Simultaneously, his critics have long pointed out, his youth was spent in 1980s South Africa under apartheid, a brutal white supremacist regime that enforced racial segregation and advantaged the white population at every possible turn.

Details on precisely how Musk's family benefitted from or related to apartheid have remained hazy, though. That's interesting, because it represents a wide blank space in the early life of a now-towering figure who has increasingly become a flashpoint in debates around wealth, inequality, and racial injustice — all topics that loom large in the legacy of apartheid.

That's what makes a new New York Times investigation into Musk's life in South Africa so intriguing.

One main takeaway — that Pretoria and Durban during Musk's childhood and adolescence were indeed starkly segregated, with deep racial divides around wealth and human rights — is unsurprising, but it's still interesting to hear Musk's former associates grappling with those realities in retrospect.

"We were really clueless as white South African teenagers," Musk's Bryanston High School classmate Melanie Cheary told the paper, saying that most Black people they interacted with were servants. "Really clueless."

A less intuitive takeaway from the story is that rather than simply going with that flow, it sounds as though the young Musk did, in small ways, sometimes oppose the racist norms of his environment.

Musk's father Errol told the newspaper that the family's children, including the junior Musk, opposed the apartheid system and took pains to plan outings with nonwhite friends so as not to endanger them by running afoul of laws around segregation.

At the same time, Errol himself still sounds a little nostalgic for the days of apartheid, telling the newspaper that South Africa was "mostly better and safer" back in those days.

The most striking passage in the story was recounted by Nyadzani Ranwashe, the brother of a childhood friend of Musk named Asher Mashudu, who was Black.

One time at lunch, a white student used an anti-Black slur, and Mr. Musk chided the student, but then got bullied for doing so, Mr. Ranwashe said.

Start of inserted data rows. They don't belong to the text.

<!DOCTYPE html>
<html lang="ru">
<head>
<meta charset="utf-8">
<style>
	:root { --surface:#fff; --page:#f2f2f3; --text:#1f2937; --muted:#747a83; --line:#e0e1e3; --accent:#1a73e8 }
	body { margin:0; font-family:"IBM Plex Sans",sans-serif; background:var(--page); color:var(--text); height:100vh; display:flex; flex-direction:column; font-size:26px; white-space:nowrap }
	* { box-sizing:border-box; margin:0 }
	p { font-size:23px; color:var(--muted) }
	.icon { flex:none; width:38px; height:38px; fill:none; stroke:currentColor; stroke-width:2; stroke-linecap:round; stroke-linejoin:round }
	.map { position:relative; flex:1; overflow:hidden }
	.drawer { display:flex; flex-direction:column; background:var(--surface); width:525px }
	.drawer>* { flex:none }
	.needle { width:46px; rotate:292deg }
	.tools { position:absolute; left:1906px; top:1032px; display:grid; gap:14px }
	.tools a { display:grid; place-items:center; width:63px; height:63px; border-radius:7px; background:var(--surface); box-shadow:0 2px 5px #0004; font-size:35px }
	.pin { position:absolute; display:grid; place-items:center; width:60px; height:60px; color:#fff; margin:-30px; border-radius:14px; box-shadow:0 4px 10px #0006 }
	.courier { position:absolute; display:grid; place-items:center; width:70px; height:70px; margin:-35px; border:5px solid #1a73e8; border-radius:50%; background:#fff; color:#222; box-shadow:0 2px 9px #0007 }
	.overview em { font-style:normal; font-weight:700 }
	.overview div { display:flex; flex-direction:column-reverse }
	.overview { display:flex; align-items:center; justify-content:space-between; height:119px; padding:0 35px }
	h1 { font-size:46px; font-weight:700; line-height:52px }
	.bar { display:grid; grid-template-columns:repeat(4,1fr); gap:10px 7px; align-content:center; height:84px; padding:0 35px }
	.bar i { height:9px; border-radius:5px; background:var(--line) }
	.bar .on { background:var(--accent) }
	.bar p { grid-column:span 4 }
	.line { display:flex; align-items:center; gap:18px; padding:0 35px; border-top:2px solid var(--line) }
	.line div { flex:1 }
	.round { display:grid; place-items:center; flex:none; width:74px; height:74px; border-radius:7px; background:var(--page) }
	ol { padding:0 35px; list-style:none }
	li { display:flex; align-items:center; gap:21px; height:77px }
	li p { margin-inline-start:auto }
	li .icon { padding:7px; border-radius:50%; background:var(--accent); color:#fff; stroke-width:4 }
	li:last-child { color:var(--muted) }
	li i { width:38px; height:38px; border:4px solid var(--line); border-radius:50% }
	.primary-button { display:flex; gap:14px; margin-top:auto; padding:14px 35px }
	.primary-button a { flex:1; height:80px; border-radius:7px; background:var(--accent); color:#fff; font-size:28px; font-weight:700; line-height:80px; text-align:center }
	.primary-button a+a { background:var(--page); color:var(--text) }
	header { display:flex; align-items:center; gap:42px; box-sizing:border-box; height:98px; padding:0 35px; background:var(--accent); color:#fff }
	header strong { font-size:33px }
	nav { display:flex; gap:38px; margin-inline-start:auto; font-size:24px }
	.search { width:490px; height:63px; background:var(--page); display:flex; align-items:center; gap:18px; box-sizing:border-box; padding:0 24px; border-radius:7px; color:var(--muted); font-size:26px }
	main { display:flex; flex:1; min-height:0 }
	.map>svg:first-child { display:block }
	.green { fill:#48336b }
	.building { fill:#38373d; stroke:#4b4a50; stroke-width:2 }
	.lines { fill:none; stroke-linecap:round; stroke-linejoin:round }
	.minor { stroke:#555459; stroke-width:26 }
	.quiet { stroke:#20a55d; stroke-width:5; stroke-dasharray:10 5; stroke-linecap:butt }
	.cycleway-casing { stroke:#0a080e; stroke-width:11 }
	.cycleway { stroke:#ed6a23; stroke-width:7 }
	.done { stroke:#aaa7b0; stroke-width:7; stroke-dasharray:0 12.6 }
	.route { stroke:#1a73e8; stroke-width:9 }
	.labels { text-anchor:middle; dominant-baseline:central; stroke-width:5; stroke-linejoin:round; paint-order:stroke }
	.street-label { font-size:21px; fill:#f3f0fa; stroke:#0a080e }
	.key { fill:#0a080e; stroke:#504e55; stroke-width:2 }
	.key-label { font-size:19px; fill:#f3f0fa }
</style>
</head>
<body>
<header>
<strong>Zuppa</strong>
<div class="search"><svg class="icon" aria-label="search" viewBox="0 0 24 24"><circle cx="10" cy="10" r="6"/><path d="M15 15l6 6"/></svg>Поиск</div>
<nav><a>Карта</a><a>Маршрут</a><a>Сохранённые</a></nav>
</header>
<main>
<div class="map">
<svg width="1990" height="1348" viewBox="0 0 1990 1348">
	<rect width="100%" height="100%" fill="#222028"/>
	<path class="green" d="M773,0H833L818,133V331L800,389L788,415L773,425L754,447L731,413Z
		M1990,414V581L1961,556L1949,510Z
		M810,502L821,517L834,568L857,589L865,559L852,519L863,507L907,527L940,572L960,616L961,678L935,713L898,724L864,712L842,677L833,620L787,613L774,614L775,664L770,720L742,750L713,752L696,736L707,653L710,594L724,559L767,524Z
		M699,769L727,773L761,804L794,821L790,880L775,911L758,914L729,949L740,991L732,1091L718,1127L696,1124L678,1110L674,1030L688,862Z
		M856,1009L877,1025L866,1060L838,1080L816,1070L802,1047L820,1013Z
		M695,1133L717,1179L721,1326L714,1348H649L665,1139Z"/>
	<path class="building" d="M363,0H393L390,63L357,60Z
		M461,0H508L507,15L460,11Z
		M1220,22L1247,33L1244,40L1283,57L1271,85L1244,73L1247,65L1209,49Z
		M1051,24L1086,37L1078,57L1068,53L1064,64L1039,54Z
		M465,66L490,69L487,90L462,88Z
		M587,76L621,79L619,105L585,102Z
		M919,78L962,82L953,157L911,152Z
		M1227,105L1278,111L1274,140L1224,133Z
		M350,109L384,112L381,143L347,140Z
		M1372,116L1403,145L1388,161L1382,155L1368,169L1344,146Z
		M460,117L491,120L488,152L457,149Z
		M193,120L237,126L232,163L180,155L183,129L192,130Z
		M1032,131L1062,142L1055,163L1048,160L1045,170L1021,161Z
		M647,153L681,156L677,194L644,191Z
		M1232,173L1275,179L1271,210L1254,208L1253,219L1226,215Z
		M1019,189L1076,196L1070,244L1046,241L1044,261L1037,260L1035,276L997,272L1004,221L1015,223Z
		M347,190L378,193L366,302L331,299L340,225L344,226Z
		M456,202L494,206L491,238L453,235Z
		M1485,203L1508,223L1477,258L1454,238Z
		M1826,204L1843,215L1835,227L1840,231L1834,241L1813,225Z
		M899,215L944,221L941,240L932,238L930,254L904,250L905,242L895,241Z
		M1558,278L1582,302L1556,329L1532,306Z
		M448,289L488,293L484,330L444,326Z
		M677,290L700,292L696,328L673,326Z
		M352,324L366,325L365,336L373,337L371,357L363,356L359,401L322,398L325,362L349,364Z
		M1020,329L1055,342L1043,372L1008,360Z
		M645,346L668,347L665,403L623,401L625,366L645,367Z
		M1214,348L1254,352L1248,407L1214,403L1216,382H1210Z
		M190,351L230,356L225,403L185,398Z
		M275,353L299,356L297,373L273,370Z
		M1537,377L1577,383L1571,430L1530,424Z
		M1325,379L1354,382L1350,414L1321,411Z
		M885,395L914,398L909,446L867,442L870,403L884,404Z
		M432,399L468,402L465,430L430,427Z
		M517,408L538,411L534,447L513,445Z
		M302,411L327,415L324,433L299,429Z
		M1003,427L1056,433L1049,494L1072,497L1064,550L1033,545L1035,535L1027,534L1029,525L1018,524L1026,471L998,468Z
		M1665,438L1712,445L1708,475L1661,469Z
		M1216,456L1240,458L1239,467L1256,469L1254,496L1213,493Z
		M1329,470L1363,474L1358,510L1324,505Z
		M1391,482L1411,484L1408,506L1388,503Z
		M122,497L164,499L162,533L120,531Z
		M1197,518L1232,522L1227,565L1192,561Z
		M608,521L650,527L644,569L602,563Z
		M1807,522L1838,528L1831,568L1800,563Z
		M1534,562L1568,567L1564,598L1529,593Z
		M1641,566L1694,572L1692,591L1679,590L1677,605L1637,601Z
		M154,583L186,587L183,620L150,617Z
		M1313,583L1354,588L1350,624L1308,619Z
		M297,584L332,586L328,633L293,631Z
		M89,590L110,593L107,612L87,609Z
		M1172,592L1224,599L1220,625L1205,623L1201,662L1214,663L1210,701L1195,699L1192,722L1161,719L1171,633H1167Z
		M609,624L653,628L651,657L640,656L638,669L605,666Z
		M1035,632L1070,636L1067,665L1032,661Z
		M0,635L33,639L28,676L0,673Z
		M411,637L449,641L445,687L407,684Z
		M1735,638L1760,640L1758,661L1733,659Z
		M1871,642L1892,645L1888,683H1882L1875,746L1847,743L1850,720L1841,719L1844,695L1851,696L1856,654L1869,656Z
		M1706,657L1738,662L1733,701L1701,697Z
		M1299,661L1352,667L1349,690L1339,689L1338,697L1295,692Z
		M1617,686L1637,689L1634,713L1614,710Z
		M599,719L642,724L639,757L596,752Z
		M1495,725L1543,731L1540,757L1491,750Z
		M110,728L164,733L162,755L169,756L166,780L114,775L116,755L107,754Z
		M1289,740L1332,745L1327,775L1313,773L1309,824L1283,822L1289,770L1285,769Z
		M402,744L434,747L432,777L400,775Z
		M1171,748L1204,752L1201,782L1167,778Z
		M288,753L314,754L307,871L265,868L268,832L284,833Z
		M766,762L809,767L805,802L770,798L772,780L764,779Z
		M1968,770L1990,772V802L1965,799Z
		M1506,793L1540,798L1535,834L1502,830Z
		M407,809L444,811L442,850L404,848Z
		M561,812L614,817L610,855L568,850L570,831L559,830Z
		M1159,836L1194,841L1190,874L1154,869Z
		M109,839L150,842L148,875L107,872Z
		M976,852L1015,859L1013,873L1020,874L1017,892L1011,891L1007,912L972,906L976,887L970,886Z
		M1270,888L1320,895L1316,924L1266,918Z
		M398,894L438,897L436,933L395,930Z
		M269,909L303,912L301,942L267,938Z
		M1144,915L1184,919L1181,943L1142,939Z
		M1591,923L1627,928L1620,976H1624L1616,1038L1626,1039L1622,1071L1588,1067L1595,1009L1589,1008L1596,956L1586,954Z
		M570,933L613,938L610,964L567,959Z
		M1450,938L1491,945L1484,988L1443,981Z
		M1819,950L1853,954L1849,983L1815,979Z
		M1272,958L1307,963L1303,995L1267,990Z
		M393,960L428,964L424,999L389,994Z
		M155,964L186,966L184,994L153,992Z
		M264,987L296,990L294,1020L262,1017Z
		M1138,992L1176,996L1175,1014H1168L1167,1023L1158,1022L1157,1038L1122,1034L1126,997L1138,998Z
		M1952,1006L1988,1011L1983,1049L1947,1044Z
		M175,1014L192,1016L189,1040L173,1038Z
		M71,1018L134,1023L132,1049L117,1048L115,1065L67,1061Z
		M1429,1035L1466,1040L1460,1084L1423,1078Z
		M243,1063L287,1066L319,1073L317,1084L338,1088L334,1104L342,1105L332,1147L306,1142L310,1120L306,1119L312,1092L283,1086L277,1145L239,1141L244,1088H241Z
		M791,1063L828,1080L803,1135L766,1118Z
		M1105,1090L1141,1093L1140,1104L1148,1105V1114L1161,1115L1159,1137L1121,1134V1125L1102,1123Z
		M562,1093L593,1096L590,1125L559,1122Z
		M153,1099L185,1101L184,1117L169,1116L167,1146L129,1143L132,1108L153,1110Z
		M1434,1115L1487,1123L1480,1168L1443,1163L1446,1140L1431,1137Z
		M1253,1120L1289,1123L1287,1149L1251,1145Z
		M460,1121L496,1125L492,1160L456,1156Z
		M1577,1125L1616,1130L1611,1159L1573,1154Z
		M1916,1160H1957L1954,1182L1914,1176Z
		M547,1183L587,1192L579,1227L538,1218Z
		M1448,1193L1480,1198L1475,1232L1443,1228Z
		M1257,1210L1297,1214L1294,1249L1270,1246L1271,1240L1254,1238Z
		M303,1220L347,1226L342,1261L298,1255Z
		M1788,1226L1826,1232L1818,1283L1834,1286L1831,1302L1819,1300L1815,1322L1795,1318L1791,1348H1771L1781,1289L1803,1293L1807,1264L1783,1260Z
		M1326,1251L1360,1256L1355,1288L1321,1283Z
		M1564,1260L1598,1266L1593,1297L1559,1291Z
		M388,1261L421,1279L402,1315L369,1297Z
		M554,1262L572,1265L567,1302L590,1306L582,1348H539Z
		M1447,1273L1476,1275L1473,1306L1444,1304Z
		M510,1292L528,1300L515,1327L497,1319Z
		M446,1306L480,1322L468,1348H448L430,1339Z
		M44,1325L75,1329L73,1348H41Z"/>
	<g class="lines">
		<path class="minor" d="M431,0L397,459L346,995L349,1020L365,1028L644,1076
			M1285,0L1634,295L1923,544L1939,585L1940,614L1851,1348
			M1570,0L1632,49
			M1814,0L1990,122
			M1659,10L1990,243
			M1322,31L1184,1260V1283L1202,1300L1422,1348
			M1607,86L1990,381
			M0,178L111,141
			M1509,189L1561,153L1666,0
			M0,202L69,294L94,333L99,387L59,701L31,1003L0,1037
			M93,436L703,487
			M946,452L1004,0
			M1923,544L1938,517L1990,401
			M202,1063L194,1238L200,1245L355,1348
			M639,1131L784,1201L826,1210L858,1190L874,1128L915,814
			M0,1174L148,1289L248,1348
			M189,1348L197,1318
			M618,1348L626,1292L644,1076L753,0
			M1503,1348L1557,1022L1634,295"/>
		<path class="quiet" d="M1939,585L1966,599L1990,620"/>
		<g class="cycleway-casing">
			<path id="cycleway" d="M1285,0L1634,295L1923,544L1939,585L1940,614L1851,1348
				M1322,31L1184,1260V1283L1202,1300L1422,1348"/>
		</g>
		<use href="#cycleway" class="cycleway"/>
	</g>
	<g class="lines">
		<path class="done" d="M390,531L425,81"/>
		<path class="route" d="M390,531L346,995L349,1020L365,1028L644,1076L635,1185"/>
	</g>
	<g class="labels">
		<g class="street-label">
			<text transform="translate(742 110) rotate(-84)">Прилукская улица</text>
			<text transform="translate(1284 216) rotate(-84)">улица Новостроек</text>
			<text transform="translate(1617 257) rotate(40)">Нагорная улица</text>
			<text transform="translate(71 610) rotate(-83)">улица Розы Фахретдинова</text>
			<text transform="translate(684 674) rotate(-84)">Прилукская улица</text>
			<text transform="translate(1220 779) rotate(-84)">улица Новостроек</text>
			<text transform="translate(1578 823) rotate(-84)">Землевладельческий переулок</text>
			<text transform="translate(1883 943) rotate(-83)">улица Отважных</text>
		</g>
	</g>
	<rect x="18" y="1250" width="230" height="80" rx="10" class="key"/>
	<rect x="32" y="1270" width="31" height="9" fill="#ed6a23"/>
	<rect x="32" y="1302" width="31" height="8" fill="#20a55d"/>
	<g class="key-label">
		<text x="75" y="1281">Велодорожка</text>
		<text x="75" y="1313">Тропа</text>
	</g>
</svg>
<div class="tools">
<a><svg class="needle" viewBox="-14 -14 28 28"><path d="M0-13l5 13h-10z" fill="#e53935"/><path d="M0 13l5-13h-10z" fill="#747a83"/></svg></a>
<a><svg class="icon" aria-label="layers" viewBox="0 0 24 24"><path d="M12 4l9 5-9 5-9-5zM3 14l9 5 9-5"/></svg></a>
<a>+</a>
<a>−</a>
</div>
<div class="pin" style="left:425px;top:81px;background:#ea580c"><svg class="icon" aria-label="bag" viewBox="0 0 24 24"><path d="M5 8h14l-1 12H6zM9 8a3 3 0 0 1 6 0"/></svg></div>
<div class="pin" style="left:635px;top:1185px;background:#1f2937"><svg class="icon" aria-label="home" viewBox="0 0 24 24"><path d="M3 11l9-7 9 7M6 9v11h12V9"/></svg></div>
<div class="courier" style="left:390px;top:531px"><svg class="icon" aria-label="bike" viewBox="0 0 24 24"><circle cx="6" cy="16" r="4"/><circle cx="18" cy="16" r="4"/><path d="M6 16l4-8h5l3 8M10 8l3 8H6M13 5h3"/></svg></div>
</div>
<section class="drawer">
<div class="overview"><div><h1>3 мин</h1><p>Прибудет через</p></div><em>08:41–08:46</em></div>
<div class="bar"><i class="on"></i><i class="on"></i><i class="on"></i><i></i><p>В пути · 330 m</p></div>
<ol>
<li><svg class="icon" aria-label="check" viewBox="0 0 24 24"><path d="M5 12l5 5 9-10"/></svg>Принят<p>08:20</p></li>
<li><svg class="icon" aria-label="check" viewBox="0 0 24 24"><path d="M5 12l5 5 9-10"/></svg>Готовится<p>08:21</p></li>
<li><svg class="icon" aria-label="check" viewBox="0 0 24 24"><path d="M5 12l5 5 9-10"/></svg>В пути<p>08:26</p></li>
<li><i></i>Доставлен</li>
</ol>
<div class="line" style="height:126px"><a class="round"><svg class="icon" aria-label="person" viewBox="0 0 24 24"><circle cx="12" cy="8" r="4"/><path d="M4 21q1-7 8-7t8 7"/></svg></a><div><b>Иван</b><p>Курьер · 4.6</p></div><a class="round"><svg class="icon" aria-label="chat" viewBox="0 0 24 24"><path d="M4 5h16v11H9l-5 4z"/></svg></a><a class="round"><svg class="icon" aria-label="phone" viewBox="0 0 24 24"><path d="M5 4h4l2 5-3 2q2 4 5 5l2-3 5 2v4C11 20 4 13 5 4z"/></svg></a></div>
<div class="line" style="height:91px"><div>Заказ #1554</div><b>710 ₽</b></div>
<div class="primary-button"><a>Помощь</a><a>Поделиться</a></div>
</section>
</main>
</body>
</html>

Mr. Mashudu was killed in a car accident in 1987, and Mr. Ranwashe said he remembered Mr. Musk being one of only a handful of white people who attended the funeral in the family’s rural village.

“It was unheard of during that time,” he said.

Needless to say, there's a lot to unpack here.

On the one hand, Musk's family clearly benefited from a racist system, and it's probably unlikely that without that advantage Musk would have been able to escape to North America and kickstart his illustrious career at web startups, SpaceX and Tesla.

On the other, though, the limited anecdotes uncovered by the NYT also appear to show a young person who at least occasionally went out of his way to oppose a ubiquitously unjust system, with no personal benefit.

As the NYT pointed out, it's particularly difficult to reconcile this information with the man that Musk has now become.

At some points in his career, Musk has presented himself as a milquetoast and somewhat opportunistic centrist, currying favor with president Barack Obama to score political points for his high tech ventures.

But at other times — and particularly recently — he's also flirted with increasingly far-right fringes of the political spectrum. As he's made moves to buy Twitter, for instance, he's flirted with unhinged "pizzagate" conspiracy theorist Mike Cernovich and posted extremely inaccurate analyses that flatter a far right conception of politics.

And that's without getting into a series of headlines about extremely racist treatment of Black employees at Tesla, Musk's electric carmaker, which the company has fought back against legally.

Maybe the simplest explanation is the final analysis of acclaimed Musk biography Ashlee Vance, who wrote the 2015 book "Elon Musk: Tesla, SpaceX, and the Quest for a Fantastic Future."

Vance's read, in the end, was that Musk cares deeply about humanity as a whole, but it willing to treat individuals horribly — or even forge cynical political relationships — to gain ground on what he sees as the civilization-shifting tasks of decarbonizing society and moving humanity off-world.

But that's a worldview, of course, that runs the risk of of zooming out so far that it focuses only on the distant future, ignoring inequality, suffering, and unfair systems here in the present.

"I think his ideas about free speech are very classic liberal and not nuanced," Musk's classmate Terence Beney told the NYT.